This caused me a bit of confusion, and so I am hoping to prevent the same from happening to you. It has to do with Unicode code points, and how they relate back to interesting things like bits in memory.
Code points are arbitrary numbers that represent unicode data. You see them expressed in the form U+XXXX, where X is a Hex digit. So, for instance, the letter A is represented by U+0041. These code points are just abstractions that allow us to assign a unique ID to something approaching a "letter" (the concept of letters and whatnot are just an easy way for English-speaking people to get code points, but isn't 100% accurate).

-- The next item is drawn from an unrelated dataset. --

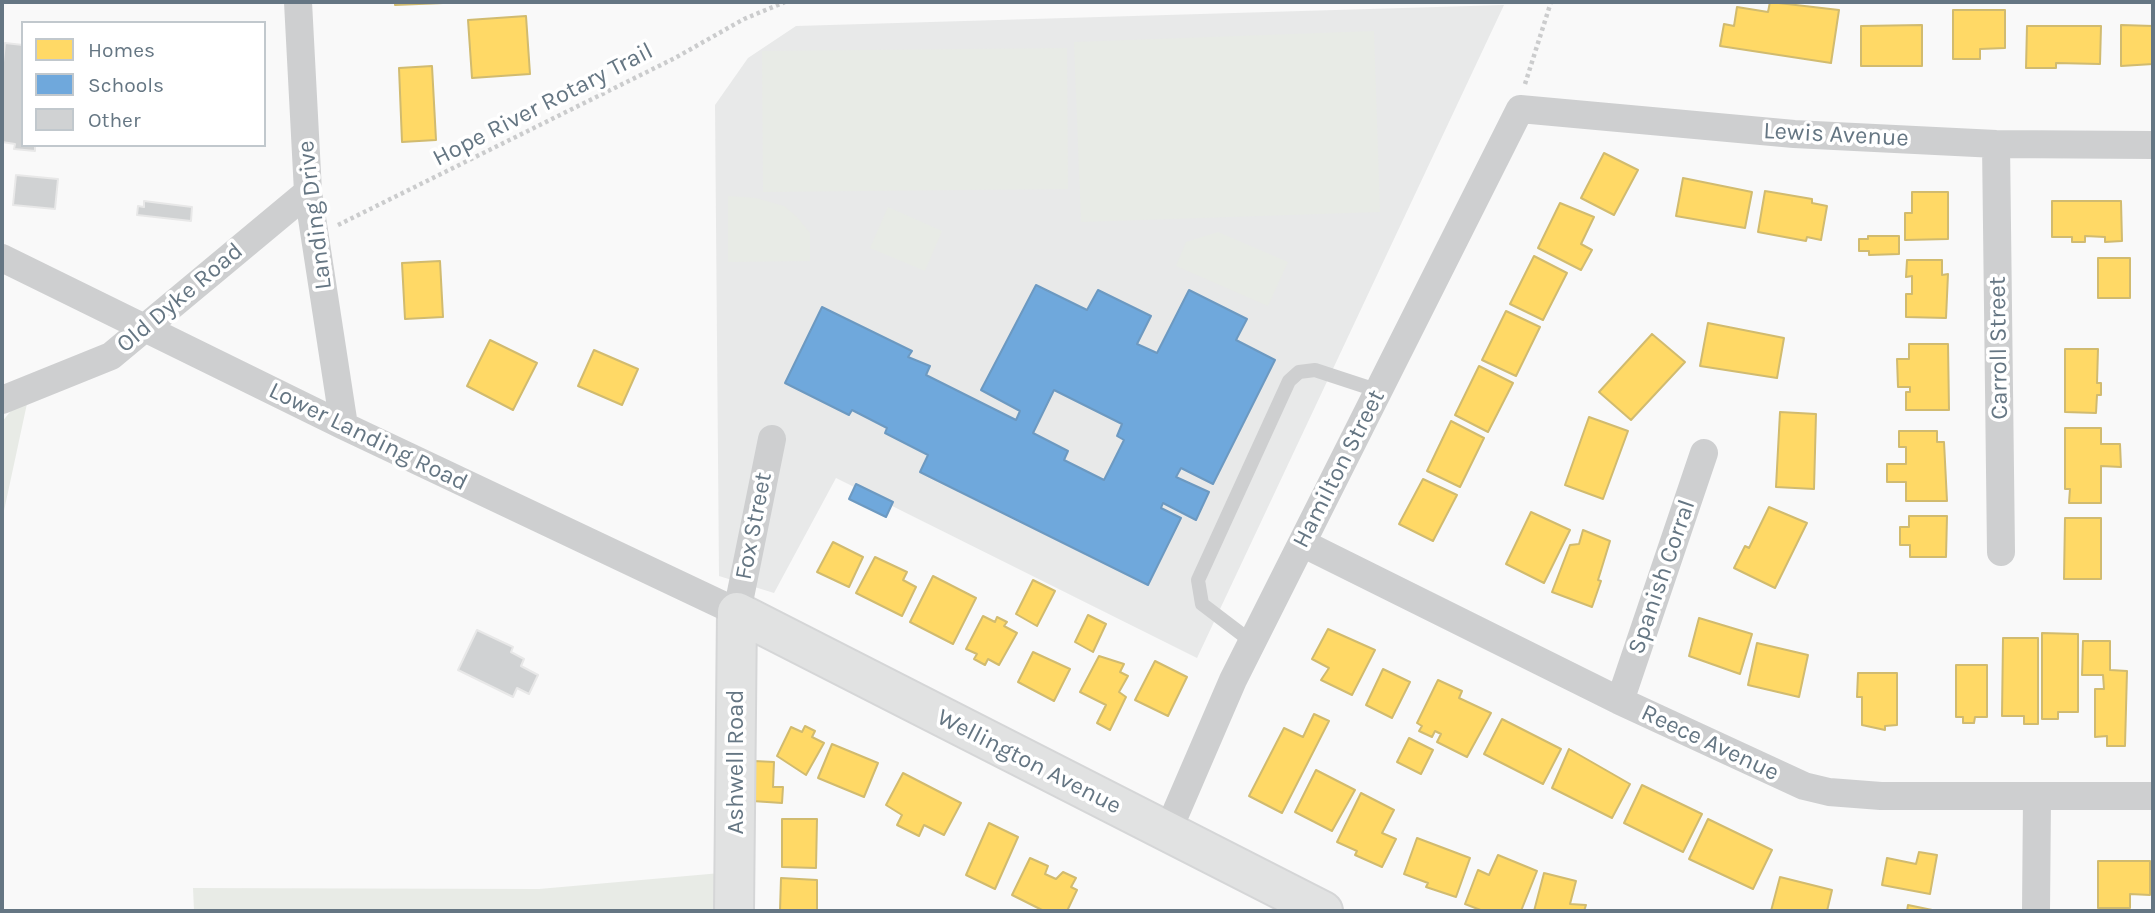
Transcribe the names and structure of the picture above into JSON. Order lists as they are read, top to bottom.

So how do you take a code point, which is an abstract concept, and turn it into something useful that the computer can deal with? That's where encodings come in -- an encoding is an actual concrete representation of the unicode code point. The encoding is what's responsible for determining the bits in memory.
For example, U+0041 is represented in ASCII encoding as 0x41. It's represented in UTF-8 by 0x41. It's represented in UCS-2 by 0x00 0x41 (or 0x41 0x00, depending on the endianness of your platform). As you can see, the code point can have different encodings on disk, but all those encodings represent the abstract concept of U+0041. A more complex example would be U+2665 (Black Heart Suit). In ASCII, there is no representation. In UTF-16, it is 0x26 0x65 (or swapped, as mentioned earlier). In UTF-8, it is 0xE2 0x99 0xA5.
So the key point to take home is this: code points are abstract until you apply an encoding to them. The encoding determines the actual bits.